When a child or adult meets a turtle, snake, or raptor in a safe and welcoming setting, they often feel a kinship with that animal – and it positively influences how they perceive wildlife. This kinship occurs daily at Schlitz Audubon. Children who appreciate nature early on will aspire to protect it in later years as nature becomes a part of their life. Through our Animal Ambassador and Raptor Programs, visitors can see, hear, and sometimes even touch wildlife in a way that is life changing. When nature becomes an important part of people’s lives, everyone in the community benefits.
Meet Our Animal Ambassadors in the Great Hall
Visit our Great Hall on any given day to meet some of our animal ambassadors, who reside in high-quality enclosures located in viewable areas of the building. Eddie, our ornate box turtle, is often seen ambling through his terrarium, an appealing, life-like habitat near the entrance doors. Emerson, our large common snapping turtle, is a favorite of Center visitors, seen swimming in his 530-gallon, well-appointed tank, complete with waterfall and basking rock. These animals and others, such as frogs and a snake, serve as our in-house welcoming crew.
Thanks to our donors, volunteers are able to care for these creatures, providing ample food and attention to over 50 of our animal ambassadors. Our reptiles, amphibians, and invertebrates are looked after in a dedicated state-of-the-art care room, where volunteers provide enrichment for and observe the animals for any behaviors that might indicate health issues, as well as clean their homes.
Wonder at the Birds in Our Raptor Program
The birds in our Raptor Program are also assisted by volunteers who provide opportunities for the community to be close to a majestic bird of prey. Our Raptor Program is a forever home to 15 magnificent birds of prey, including owls, hawks, falcons, and Bald Eagles. Our program even includes an American Crow, who inspires audiences by painting, and a Turkey Vulture who impresses people with flight displays. Seeing these birds and sensing their powerful presence is awe-inspiring.
All of the birds in our program have either been injured or imprinted on humans. They can’t survive on their own, so are able to live at the Center, assisted by our raptor educators and volunteers, in their own private building.
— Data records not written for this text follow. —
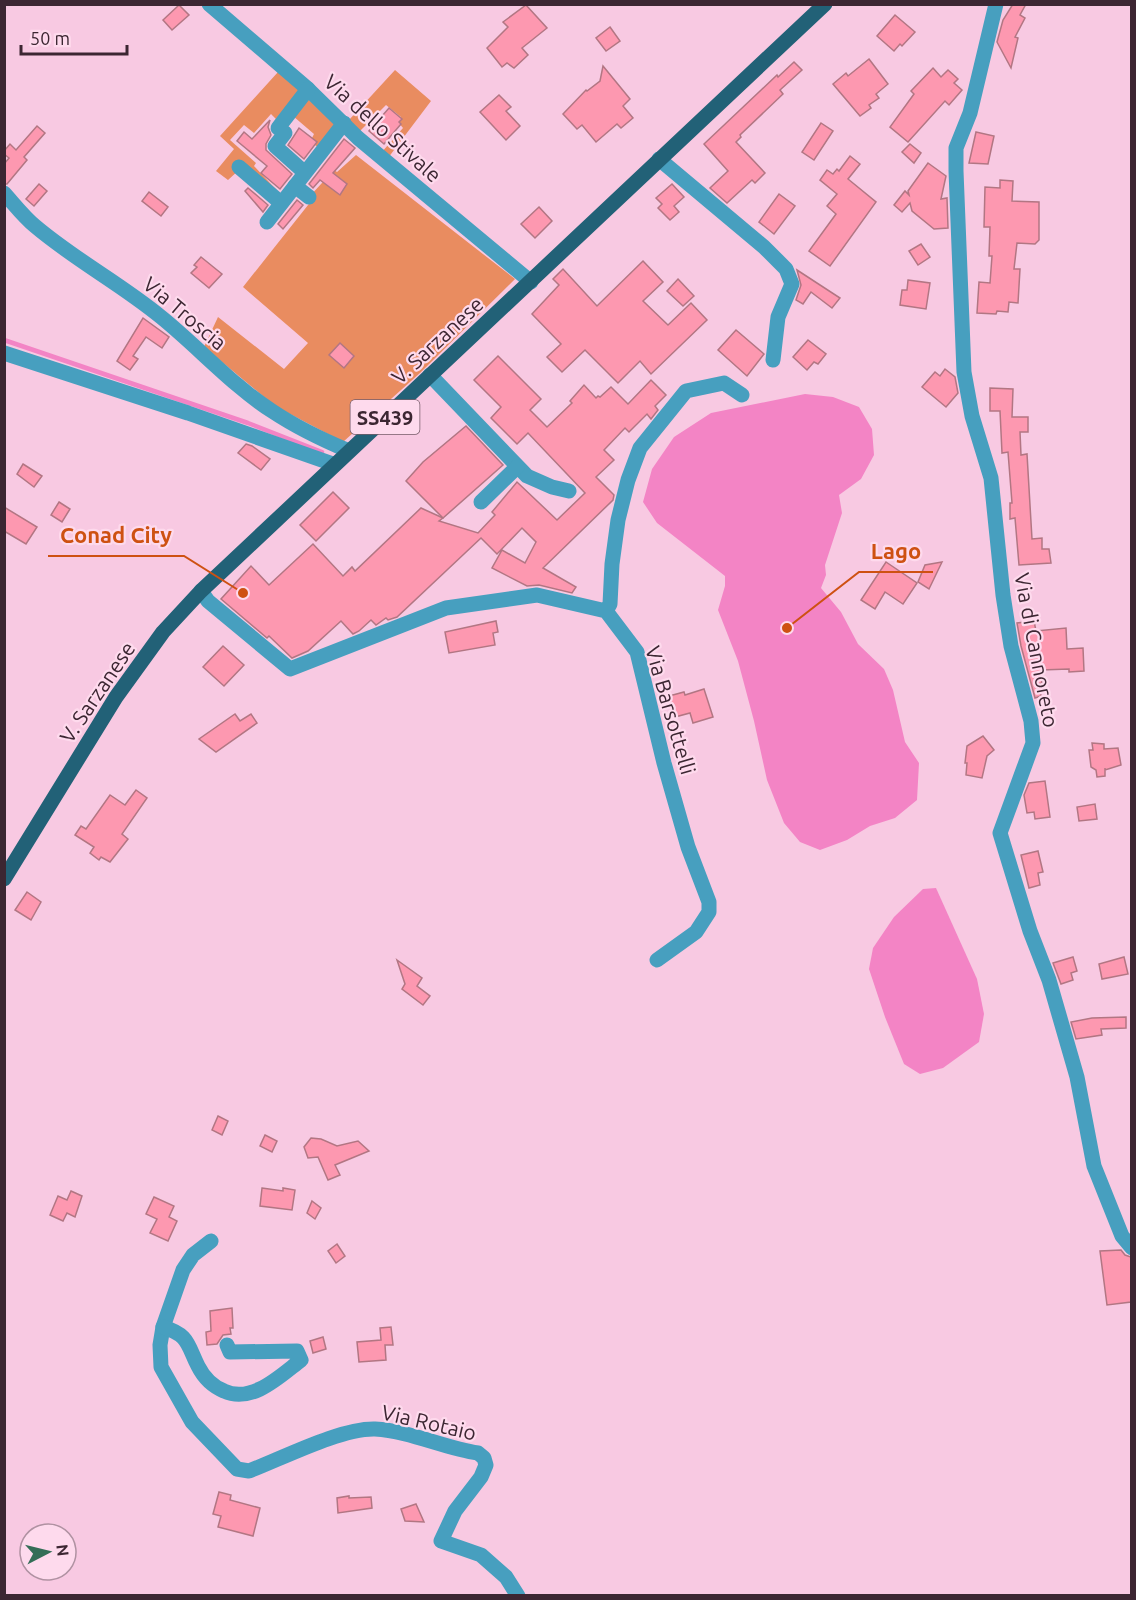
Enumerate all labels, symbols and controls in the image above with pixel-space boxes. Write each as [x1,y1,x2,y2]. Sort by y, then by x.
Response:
scale bar [21,18,128,56]
text: 50 m [30,28,70,48]
street label: Via dello Stivale [320,69,446,187]
street label: Via Troscia [139,271,231,355]
street label: V. Sarzanese [386,292,488,388]
road number: SS439 [350,400,420,434]
callout: Conad City [48,516,184,556]
text: Conad City [60,522,172,547]
callout: Lago [859,532,933,572]
text: Lago [871,538,921,563]
street label: Via di Cannoreto [1010,571,1064,729]
street label: V. Sarzanese [54,637,140,747]
street label: Via Barsottelli [641,643,701,777]
street label: Via Rotaio [379,1399,479,1445]
north arrow [18,1522,78,1582]
text: N [53,1543,73,1557]

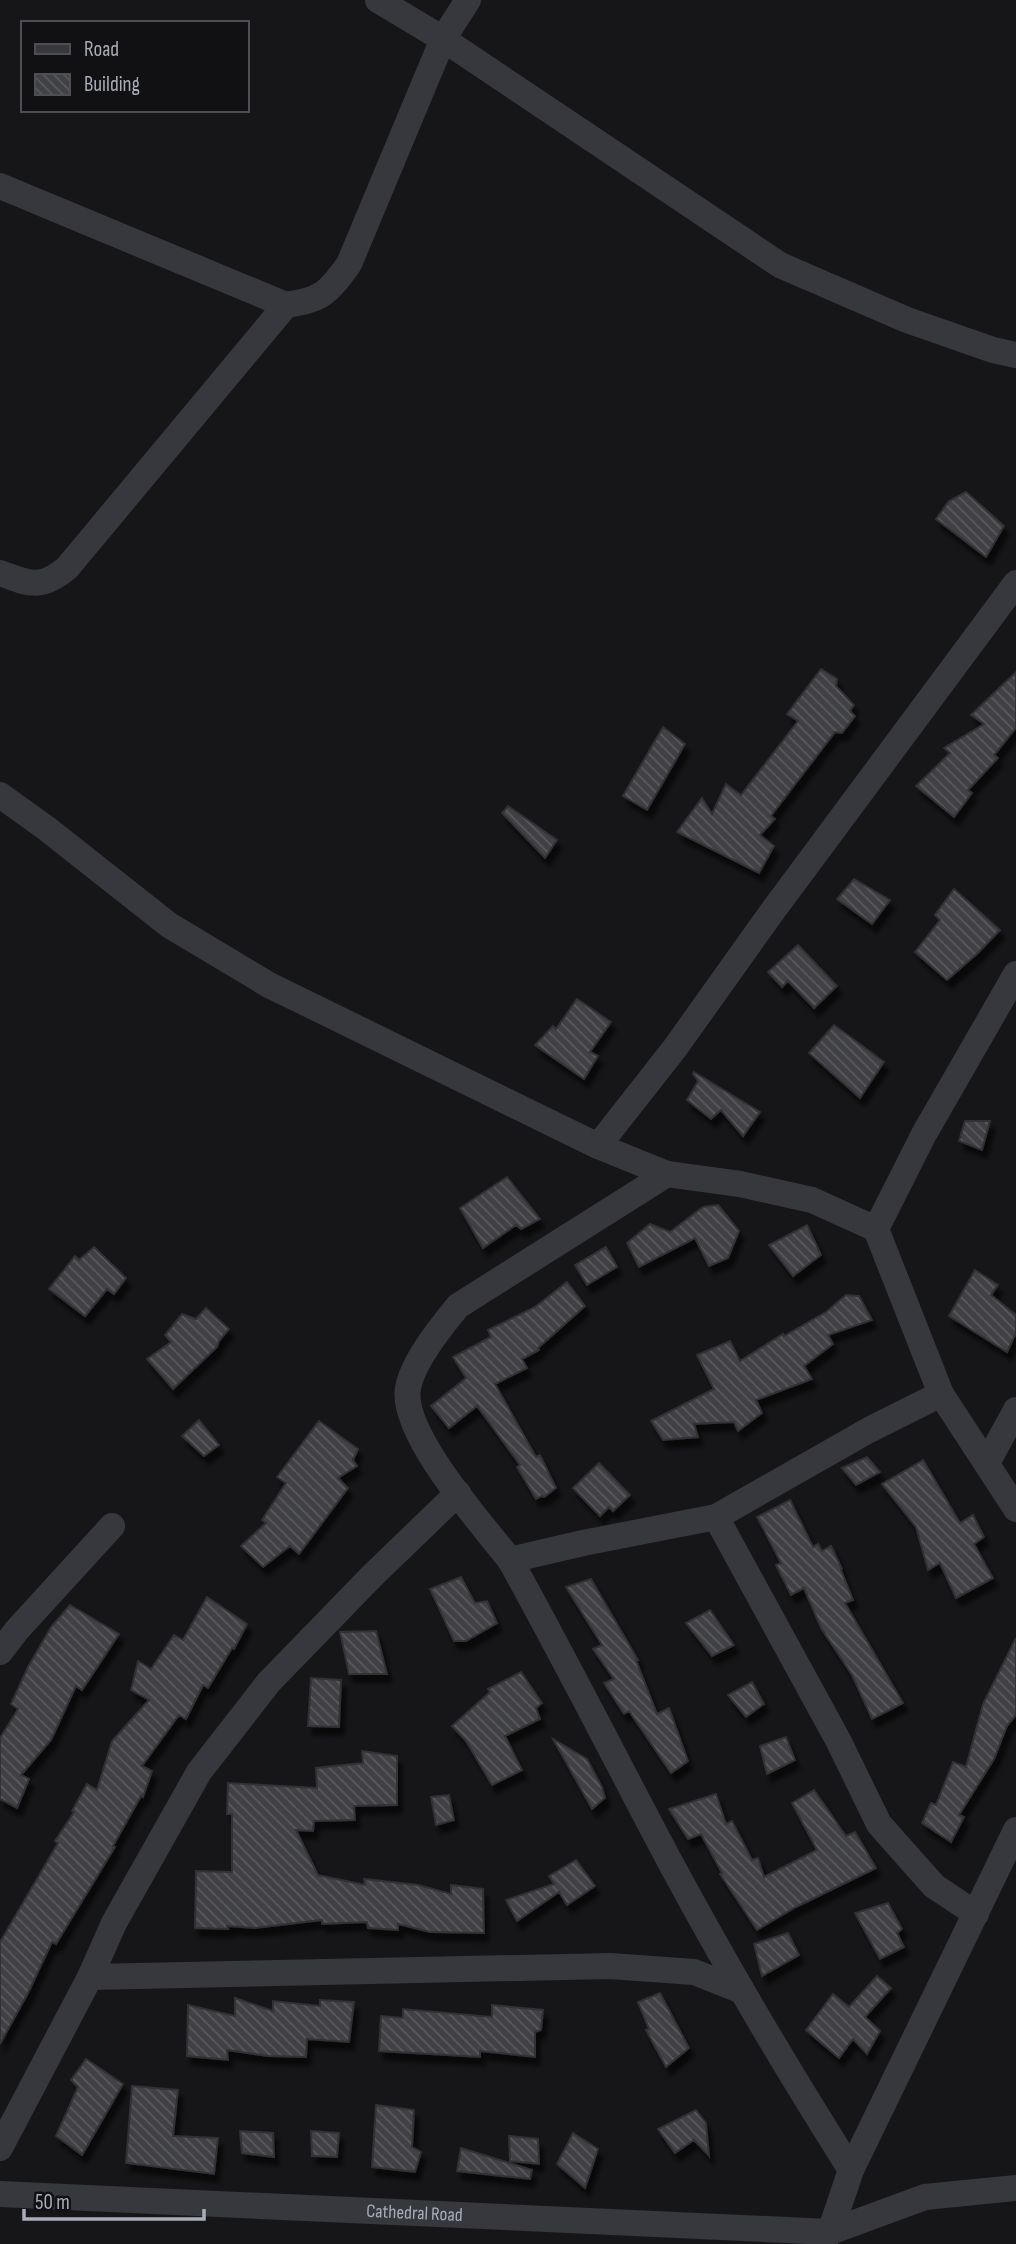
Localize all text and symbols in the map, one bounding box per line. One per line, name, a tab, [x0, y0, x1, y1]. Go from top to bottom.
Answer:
legend	[21, 21, 248, 112]
text: Road	[84, 37, 119, 62]
text: Building	[84, 72, 140, 97]
scale bar	[24, 2178, 205, 2222]
text: 50 m	[35, 2190, 70, 2215]
street label: Cathedral Road	[366, 2199, 463, 2227]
Thanks to our donors, four staff and 42 volunteers present as many as 600 programs annually, where they educate about our birds’ counterparts in the wild. Alongside meeting a bird of prey, visitors learn about lifestyle changes that they can make to help preserve wild raptors, such as not littering on the highway or to avoid using lead fishing tackle.
Personal experiences with our raptors and other animal ambassadors, paired with timely and relevant education, create a strong relationship with wildlife that spurs a commitment to preserving it.